5 Tile Mistakes to Avoid on Your Next Bathroom Remodeling Job
An experienced tile contractor shares his secrets to preventing a bad tile job.
Tile can bring color, texture, and functionality to a bathroom remodel, but only if the tile is installed properly.
And unfortunately, it’s easy to spot bad tile work in a bathroom remodeling job. “Sometimes you can see a poor installation right away. At first glance, a giveaway would be uneven tiles or grout joints not lining up,” says Frank Brennan, president of FBT Tile & Marble in Dumfries, Va., and the tile contractor at the Model ReModel, which includes three bathroom remodels. “Other times the installation will look good, but the preparation work was not done correctly, leading to shower leaks, cracked tiles, tiles falling off the walls, or tiles de-bonding from the floor.”
Don't Make These Tile Mistakes in a Bathroom Remodel
Here are the mistakes Brennan says to avoid if you want a quality tile job and a happy homeowner for your next bathroom remodeling job.

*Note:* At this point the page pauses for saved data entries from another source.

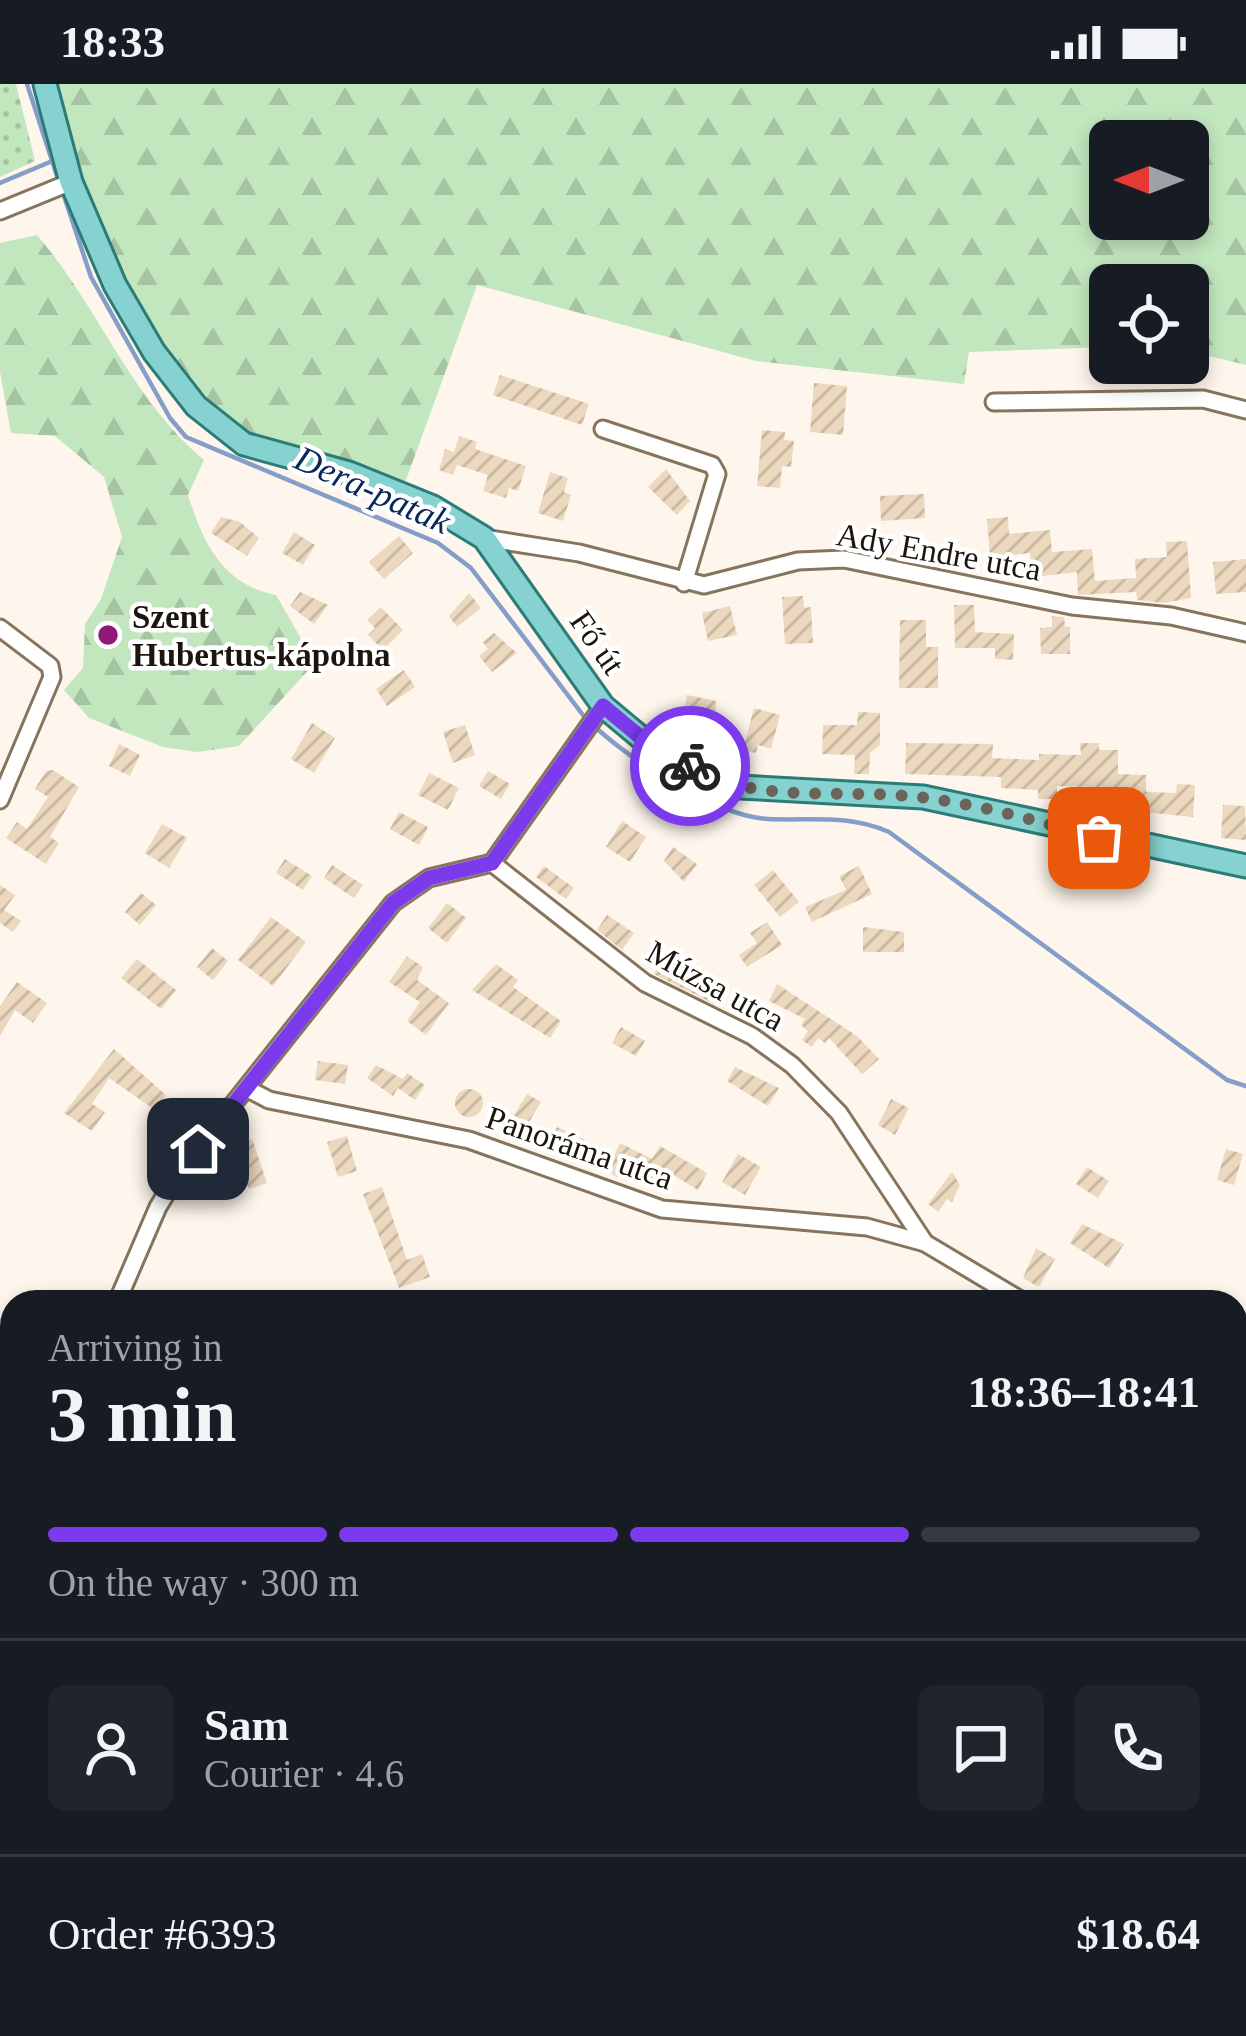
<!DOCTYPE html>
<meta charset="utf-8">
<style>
:root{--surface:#171b24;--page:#20242c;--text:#f1f3f6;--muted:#9ea1a6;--line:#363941;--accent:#7c3aed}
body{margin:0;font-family:Georgia,serif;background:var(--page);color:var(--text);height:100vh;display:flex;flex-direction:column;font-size:45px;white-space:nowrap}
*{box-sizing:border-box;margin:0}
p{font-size:39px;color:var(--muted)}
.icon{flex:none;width:66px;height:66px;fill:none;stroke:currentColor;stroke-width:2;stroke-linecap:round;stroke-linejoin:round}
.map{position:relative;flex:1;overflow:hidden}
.panel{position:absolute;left:0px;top:1206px;width:1248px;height:747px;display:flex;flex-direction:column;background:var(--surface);border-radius:36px 36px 0 0;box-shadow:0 6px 18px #0003}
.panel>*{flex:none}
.needle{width:78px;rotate:270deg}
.fabs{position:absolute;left:1089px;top:36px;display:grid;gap:24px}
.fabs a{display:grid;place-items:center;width:120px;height:120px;border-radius:18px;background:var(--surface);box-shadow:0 6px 18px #0003;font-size:60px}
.pin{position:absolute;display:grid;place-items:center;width:102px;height:102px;color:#fff;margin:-51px;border-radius:24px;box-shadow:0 6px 18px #0006}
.courier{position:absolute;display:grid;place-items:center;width:120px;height:120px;margin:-60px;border:9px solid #7c3aed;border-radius:50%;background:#fff;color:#222;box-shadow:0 3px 15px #0007}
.headline em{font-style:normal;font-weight:700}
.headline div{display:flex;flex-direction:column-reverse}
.headline{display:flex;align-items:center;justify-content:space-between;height:204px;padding:0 48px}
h1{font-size:78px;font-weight:700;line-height:90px}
.bar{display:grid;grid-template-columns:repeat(4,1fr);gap:18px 12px;align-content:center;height:144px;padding:0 48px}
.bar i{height:15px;border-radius:9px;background:var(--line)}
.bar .active{background:var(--accent)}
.bar p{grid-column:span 4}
.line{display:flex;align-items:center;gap:30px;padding:0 48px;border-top:3px solid var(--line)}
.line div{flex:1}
.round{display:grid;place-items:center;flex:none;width:126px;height:126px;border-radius:18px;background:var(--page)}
.status{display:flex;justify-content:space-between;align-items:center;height:84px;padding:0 60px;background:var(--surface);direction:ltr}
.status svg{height:33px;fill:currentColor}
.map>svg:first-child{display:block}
</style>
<div class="status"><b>18:33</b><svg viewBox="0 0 49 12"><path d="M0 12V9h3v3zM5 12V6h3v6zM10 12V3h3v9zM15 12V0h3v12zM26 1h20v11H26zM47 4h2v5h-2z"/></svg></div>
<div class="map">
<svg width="1246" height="1952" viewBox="0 0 1246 1952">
<defs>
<pattern id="forest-firs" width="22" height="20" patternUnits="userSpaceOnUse" patternTransform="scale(3)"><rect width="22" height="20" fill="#c2e6bd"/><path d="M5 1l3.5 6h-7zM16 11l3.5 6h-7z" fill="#a6c4a1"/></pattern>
<pattern id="park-dots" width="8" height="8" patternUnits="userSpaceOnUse" patternTransform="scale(3)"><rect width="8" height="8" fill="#c2e6bd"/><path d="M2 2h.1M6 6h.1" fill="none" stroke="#a6c4a1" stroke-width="1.8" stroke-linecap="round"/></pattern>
<pattern id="building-hatch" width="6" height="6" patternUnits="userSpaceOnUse" patternTransform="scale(3)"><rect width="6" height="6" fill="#ebd8be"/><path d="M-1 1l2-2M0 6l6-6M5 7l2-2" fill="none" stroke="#c9b8a2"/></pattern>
</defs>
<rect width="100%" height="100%" fill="#fef6ec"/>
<g fill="url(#forest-firs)" fill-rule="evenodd">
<path d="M54 0H1246V281L1188 267V201H1110V263L969 268 964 300 756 277 477 201 402 407 257 355 213 330 175 285 98 152ZM1110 57H1188V135H1110Z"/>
<path d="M37 151C99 223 130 314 204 376L188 411C203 459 223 501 276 511L315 579 239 662 197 668 163 663 89 634 64 606 83 584 85 540 101 515 122 453 104 393 55 352 11 349 0 288V159Z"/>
</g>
<polygon fill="url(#park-dots)" points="0,0 16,0 35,77 0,93"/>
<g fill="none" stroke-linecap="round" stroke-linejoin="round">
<g stroke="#849ec9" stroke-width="4.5">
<polyline points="27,0 59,98"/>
<polyline points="0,99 50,78"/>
<polyline points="63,109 91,193 170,334 186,353 438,459 471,484 586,635"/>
<path d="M595 643C634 678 716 732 768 735 813 737 847 730 889 748L1227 996 1246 1002"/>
</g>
</g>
<g fill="url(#building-hatch)">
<polygon points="500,291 589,320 582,341 493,311"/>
<polygon points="814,299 847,302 843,351 810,348"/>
<polygon points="762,346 785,348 784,356 794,357 791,383 782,382 780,404 757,402"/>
<polygon points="459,352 477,358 475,365 526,382 518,407 509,404 506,414 483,407 488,391 457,381 453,391 439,386 445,365 454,368"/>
<polygon points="666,385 690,417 677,431 648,403"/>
<polygon points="550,388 568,394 564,408 571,411 563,437 538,429"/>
<polygon points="924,410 925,434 881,437 880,412"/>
<polygon points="221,433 240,438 259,454 247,472 211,449"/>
<polygon points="1008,433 1009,450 1050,446 1052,468 1092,465 1095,497 1136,494 1135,475 1167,473 1166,458 1187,457 1191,514 1163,519 1137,516 1136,508 1078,511 1077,488 1033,493 1030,469 990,473 987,435"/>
<polygon points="294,448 315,461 303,481 282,469"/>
<polygon points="399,452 413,469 384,495 369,478"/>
<polygon points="1246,475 1246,508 1216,510 1213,478"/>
<polygon points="300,508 328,521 314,540 290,522"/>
<polygon points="469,509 481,524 457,543 449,532"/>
<polygon points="803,512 804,524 811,523 813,559 785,560 782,513"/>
<polygon points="954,521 974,521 975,548 1014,550 1013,576 995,575 995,564 955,564"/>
<polygon points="730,522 737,551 708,557 702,529"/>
<polygon points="381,523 403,546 383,566 368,551 375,544 367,536"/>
<polygon points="1052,532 1064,533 1065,543 1070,543 1070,570 1041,570 1040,544 1052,543"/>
<polygon points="900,536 926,536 926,563 938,563 938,604 899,604"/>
<polygon points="494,549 517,569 492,588 479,572 488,565 483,558"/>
<polygon points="404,586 415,603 387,622 376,605"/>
<polygon points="687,611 716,617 715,651 680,648"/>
<polygon points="754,624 780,631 771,665 758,661 756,669 743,666"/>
<polygon points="858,628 880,629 880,661 870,669 869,690 854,690 855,671 822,670 823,641 857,641"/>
<polygon points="312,639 335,654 314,689 291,675"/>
<polygon points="465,641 475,671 453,679 443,648"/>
<polygon points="906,659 993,660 992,674 1039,676 1039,670 1081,671 1080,659 1099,659 1099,666 1118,666 1118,690 1146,691 1146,708 1176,709 1177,700 1195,701 1193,733 1144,728 1144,734 1128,733 1129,728 1106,727 1106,717 1091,717 1091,703 1057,702 1057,715 1038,715 1038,706 1001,704 1001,693 905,690"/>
<polygon points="119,660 140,671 130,692 109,682"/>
<polygon points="53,686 79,703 50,753 59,759 46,780 6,754 17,738 27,745 48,713 35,705 46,687"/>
<polygon points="488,687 510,700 501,715 479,702"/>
<polygon points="429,689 459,704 448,726 418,711"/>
<polygon points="1223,721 1245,722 1246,756 1221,754"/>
<polygon points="399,728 428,743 419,761 390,745"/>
<polygon points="622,737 646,753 630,778 606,763"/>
<polygon points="162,740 187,754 169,784 145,769"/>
<polygon points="673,763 697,780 684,798 664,777"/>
<polygon points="285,775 312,792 303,806 276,789"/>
<polygon points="332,781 363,801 354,814 324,794"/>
<polygon points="544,782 574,804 566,815 536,793"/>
<polygon points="859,782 872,810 812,838 805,823 846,806 839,792"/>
<polygon points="773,786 799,818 780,833 754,801"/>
<polygon points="0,801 15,811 4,826 21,837 13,848 0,839"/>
<polygon points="141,809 156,821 140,841 125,828"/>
<polygon points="447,819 466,834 447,859 428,844"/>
<polygon points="607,831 634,849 622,866 597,846"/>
<polygon points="271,833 306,858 273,902 238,876"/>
<polygon points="767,838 782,861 747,883 739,871 757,859 750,849"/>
<polygon points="863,843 904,848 904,868 863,868"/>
<polygon points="212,864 228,877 213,896 197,883"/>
<polygon points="407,872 423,883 417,896 449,919 426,951 407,937 420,918 389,898"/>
<polygon points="137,875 176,906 161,925 121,894"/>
<polygon points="496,880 518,896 513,903 561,937 550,954 472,906"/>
<polygon points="659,880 687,894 691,887 707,895 704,902 718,910 714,920 654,890"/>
<polygon points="17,898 47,919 33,939 15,926 0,952 0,922"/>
<polygon points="777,900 857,952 879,975 862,990 829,954 825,959 818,954 812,963 802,956 808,947 801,941 805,935 769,917"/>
<polygon points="621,943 645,957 636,972 612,959"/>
<polygon points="114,965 166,1011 155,1026 109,994 92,1020 105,1028 92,1047 64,1029"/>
<polygon points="318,977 348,981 345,1000 315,996"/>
<polygon points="376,981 403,995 407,989 425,1001 415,1016 398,1004 393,1012 367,994"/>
<polygon points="735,983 779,1004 768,1022 727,997"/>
<circle cx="469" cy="1019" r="14"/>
<polygon points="527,1010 541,1018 525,1045 511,1036"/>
<polygon points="891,1015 909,1024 895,1051 878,1041"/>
<polygon points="557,1043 615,1070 620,1059 652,1075 660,1062 707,1089 698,1106 665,1086 655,1104 629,1090 626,1097 548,1060"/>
<polygon points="347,1052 357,1087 338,1093 327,1058"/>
<polygon points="252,1055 267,1099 249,1105 234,1062"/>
<polygon points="1226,1065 1243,1070 1234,1101 1217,1096"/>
<polygon points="738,1070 761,1083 745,1111 722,1098"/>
<polygon points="1087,1083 1109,1097 1098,1114 1076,1100"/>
<polygon points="952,1088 960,1101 952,1118 947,1115 938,1128 928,1120"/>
<polygon points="382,1103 407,1176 422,1170 430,1193 399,1204 363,1110"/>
<polygon points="1082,1140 1124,1160 1109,1184 1070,1159"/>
<polygon points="1036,1164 1055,1175 1039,1203 1023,1194"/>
</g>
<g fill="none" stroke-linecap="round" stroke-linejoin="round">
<g stroke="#86745d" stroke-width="21">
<g id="minor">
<polyline points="0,127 71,98"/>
<polyline points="994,318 1203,315 1246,326"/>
<polyline points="603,345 712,381 717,390 684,499"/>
<polyline points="484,454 579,469 704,501 798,477 844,475 1072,522 1171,532 1246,549"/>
<polyline points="0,544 50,582 52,593 0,716"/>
<polyline points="492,779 645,899 752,952 792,981 839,1029 925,1159"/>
<polyline points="248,1005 269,1016 469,1056 662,1125 867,1143 925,1159 1024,1218"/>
<polyline points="117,1218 158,1123 180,1087 393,819 429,794 492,779 603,622"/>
<polyline points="1236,1340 1246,1342"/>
<polyline points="0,1501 12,1472"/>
<polyline points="1236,1530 1246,1528"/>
<polyline points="0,1669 12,1676"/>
<polyline points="1236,1753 1246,1750"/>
<polyline points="1151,1941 1156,1952"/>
<polyline points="54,1952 75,1941"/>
</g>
</g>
<g stroke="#2b7c77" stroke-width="27">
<polyline id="major" points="45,0 71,98 115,201 154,268 196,322 244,360 349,389 433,423 484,454 603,622 645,657 700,688 740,703 923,713 1246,782"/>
</g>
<use href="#minor" stroke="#fff" stroke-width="15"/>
<use href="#major" stroke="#85d2d0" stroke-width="21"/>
</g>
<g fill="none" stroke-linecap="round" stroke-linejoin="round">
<path stroke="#6a645a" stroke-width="12" stroke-dasharray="0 21.6" d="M690 682C757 722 844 704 918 713 980 720 1039 738 1099 754"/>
<polyline stroke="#7c3aed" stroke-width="15" points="198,1065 393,819 429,794 492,779 603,622 645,657 690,682"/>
</g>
<circle fill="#911a78" stroke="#fff" stroke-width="4.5" cx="108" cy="551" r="12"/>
<g text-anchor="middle" stroke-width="9" stroke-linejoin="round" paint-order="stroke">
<g font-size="33" fill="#1b150b" stroke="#fff">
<text transform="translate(939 467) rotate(10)" y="12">Ady Endre utca</text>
<text transform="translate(598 558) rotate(55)" y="12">Fő út</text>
<text transform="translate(716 901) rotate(29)" y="12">Múzsa utca</text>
<text transform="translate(580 1063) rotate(19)" y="12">Panoráma utca</text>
</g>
<g font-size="33" font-weight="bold" fill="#1b150b" stroke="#fff" text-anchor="start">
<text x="132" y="544">Szent<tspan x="132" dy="38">Hubertus-kápolna</tspan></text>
</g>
<g font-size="36" font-style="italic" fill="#08275a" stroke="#fff">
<text transform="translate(373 405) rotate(24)" y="13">Dera-patak</text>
</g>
</g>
</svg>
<div class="fabs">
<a><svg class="needle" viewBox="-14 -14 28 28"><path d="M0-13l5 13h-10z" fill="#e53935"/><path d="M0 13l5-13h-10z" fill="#9ea1a6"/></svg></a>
<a><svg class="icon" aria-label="locate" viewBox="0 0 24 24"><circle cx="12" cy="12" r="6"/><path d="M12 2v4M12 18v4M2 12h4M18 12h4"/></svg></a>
</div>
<div class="pin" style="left:1099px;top:754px;background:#ea580c"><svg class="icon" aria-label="bag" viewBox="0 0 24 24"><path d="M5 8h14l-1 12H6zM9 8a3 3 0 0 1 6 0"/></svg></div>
<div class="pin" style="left:198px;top:1065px;background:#1f2937"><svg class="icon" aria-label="home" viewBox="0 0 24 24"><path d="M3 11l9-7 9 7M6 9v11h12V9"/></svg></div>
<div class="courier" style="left:690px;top:682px"><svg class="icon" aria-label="bike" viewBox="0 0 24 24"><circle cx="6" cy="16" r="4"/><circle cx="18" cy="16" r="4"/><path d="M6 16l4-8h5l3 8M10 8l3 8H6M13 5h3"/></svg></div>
<section class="panel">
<div class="headline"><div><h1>3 min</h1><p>Arriving in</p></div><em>18:36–18:41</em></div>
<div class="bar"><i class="active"></i><i class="active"></i><i class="active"></i><i></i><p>On the way · 300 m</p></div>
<div class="line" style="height:216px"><a class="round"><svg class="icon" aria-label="person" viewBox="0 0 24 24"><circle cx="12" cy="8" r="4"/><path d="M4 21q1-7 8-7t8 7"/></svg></a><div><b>Sam</b><p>Courier · 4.6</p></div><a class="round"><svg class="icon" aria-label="chat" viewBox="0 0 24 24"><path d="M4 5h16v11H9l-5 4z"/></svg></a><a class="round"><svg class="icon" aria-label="phone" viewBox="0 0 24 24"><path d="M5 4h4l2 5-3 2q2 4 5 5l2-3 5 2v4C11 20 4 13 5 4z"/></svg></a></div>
<div class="line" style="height:156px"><div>Order #6393</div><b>$18.64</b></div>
</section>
</div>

Moving forward with a bathroom remodeling design before talking to the tile installer.
“The biggest issue we run into with remodelers is that their designers will create an elevation or floor plan of what they want the tile to look like once it’s installed, and when we get to installation, it’s not workable. We then have to pull the designer back in to explain why it won’t work, and the installation gets delayed until an alternate design can be approved,” Brennan says. “Just because it can be done on paper does not mean it can be done in the real world.”
Failing to map out the tile design.
“When you fail to plan, you plan to fail,” says Brennan, who says mapping a tile installation is essential, especially when you are dealing with bold patterns that need to match up, like the shower tile in the Model ReModel's primary bathroom.
Overlooking potential complications.
Other issues can add difficulty to tile installation in a bathroom remodeling job too, according to Brennan. “Custom niches, bowed walls, uneven floors--anything that is not a standard straight tile install will lead to complications,” he says. He urges remodelers and their tile contractor to make sure walls are plumb before anyone starts troweling mortar. The solution, even if the design just calls for a handful of large tiles in simple shapes? Doing the same type of map that you would expect to do for a more complex tile design. “Taking the time to map out the installation before starting to set the tile is key to heading off problems,” Brennan says.
Skipping the prep work.
“Not using the proper underlayment or preparation before installing tile on floors and walls is the biggest mistake installers make,” Brennan says. “Every job calls for different subflooring, types of mortar, and other items to do the best quality tile installation possible.”
Choosing a new-to-the industry contractor that offers a low-cost bid.
There are numerous things that can go wrong with a tile job, from using the wrong adhesive to using too much grout (or too little). “Inexperienced installers are the most likely to make mistakes,” Brennan observes. “Make sure to hire a company that has well-trained or certified tile installers on staff. A certified installer will have the training to prevent a sub-par tile installation.”